(Supplied data)
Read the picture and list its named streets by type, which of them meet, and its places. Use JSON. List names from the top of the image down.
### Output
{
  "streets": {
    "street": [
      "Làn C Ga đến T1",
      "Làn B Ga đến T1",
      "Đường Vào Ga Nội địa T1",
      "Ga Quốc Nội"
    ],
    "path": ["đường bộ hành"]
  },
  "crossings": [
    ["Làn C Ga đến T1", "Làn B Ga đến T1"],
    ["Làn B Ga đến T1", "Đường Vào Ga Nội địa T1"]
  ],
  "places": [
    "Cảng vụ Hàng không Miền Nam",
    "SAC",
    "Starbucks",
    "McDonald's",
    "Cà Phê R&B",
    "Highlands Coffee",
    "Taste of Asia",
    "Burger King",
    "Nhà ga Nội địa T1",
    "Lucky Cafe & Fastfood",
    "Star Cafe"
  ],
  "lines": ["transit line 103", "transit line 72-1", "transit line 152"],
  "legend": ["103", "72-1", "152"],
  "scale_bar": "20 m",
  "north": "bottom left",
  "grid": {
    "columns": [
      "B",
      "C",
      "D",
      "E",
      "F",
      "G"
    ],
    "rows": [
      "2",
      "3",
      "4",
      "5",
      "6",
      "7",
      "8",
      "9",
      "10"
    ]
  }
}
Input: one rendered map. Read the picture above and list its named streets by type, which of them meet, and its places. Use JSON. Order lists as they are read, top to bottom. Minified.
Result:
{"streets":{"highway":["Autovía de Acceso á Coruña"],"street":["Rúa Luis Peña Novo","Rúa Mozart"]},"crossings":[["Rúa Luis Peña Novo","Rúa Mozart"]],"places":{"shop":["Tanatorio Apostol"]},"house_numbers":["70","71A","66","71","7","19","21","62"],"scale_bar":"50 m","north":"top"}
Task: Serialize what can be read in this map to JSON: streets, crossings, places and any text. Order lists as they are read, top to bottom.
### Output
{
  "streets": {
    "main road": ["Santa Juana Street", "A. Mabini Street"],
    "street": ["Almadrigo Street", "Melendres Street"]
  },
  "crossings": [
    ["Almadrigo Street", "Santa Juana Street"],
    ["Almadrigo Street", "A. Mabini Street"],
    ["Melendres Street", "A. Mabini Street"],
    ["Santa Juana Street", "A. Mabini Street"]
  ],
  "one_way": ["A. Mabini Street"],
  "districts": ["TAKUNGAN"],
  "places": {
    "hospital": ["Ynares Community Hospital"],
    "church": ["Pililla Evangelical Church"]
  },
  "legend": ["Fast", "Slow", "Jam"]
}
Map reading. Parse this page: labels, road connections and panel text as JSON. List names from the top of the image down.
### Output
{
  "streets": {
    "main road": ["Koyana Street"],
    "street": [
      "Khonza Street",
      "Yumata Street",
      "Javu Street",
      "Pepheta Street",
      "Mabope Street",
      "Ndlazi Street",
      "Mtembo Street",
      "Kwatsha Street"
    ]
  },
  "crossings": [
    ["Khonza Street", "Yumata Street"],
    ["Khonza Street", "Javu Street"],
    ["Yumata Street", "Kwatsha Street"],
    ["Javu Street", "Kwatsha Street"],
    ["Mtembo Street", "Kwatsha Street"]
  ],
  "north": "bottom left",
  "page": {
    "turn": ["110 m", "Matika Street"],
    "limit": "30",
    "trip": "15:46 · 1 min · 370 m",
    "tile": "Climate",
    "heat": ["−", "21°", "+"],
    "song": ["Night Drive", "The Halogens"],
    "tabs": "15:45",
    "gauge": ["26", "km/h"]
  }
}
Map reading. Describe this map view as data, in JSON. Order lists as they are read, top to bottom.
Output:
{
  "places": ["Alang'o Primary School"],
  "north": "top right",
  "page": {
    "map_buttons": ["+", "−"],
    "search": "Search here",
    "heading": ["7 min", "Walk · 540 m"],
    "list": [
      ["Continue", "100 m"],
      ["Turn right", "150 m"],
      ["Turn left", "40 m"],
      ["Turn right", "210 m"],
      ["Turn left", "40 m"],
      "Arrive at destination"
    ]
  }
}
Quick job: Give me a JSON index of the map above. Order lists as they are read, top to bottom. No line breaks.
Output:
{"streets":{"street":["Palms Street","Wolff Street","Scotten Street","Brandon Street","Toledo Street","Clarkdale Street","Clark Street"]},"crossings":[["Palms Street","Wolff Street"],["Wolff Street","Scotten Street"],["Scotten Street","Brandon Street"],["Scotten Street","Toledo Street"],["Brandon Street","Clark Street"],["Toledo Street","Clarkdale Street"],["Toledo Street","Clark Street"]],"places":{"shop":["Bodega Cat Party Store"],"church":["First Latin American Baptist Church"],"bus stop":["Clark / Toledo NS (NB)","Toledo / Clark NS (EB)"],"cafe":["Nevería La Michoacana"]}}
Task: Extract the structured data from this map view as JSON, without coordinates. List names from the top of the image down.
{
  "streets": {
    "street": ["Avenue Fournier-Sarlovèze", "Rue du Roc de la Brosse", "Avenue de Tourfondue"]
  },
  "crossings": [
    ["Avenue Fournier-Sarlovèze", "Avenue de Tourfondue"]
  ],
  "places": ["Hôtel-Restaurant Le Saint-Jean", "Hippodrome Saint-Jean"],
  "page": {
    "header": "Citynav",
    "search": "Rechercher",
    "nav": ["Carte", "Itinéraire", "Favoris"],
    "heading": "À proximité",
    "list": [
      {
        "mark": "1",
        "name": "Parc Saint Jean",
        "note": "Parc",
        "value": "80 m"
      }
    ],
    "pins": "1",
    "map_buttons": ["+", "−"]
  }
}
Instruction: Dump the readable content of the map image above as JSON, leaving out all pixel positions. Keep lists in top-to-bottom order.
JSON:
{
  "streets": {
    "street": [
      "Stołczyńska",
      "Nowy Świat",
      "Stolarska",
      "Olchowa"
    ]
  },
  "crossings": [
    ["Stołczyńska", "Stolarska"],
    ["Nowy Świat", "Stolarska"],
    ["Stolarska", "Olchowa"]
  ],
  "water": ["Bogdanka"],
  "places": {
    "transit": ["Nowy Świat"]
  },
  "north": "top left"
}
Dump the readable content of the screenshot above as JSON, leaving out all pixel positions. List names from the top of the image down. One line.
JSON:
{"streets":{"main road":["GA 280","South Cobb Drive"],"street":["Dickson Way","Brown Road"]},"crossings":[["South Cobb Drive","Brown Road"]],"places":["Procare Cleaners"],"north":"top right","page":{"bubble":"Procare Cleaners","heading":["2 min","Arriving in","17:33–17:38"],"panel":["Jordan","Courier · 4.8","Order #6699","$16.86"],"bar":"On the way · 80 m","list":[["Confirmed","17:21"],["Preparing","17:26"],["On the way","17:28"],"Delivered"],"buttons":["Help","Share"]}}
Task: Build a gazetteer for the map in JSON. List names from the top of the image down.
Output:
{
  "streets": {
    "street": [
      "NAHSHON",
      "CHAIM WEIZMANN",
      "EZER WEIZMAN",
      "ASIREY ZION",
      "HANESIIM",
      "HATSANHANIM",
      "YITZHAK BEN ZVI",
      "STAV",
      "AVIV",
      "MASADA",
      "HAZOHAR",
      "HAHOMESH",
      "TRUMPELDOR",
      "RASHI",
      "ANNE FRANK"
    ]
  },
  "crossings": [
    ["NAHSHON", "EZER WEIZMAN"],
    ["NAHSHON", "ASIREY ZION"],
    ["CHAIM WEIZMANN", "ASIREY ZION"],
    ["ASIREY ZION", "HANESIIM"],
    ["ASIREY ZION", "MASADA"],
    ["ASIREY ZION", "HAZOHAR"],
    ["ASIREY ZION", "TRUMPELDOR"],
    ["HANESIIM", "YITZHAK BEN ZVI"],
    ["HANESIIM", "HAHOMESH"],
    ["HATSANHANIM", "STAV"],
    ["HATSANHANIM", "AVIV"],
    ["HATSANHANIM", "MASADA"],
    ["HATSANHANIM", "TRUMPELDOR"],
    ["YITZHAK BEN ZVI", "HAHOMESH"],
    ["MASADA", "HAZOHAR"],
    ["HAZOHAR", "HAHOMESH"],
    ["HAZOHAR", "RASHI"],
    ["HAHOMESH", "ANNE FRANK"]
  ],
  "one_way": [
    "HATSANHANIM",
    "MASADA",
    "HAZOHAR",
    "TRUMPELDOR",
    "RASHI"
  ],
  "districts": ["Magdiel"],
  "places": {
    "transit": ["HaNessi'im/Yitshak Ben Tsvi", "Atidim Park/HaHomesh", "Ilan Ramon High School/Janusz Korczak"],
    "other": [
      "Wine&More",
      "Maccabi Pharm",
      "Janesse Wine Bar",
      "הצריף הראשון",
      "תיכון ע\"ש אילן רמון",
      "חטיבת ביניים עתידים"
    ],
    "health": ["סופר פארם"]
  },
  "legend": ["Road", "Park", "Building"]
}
(End Supplied data)
- **Assignment**: Only the lines containing "content" are needed; copy each of them from the data.

- **Written answer**:
Instruction: Dump the readable content of the map image above as JSON, leaving out all pixel positions. Keep lists in top-to-bottom order.
Dump the readable content of the screenshot above as JSON, leaving out all pixel positions. List names from the top of the image down. One line.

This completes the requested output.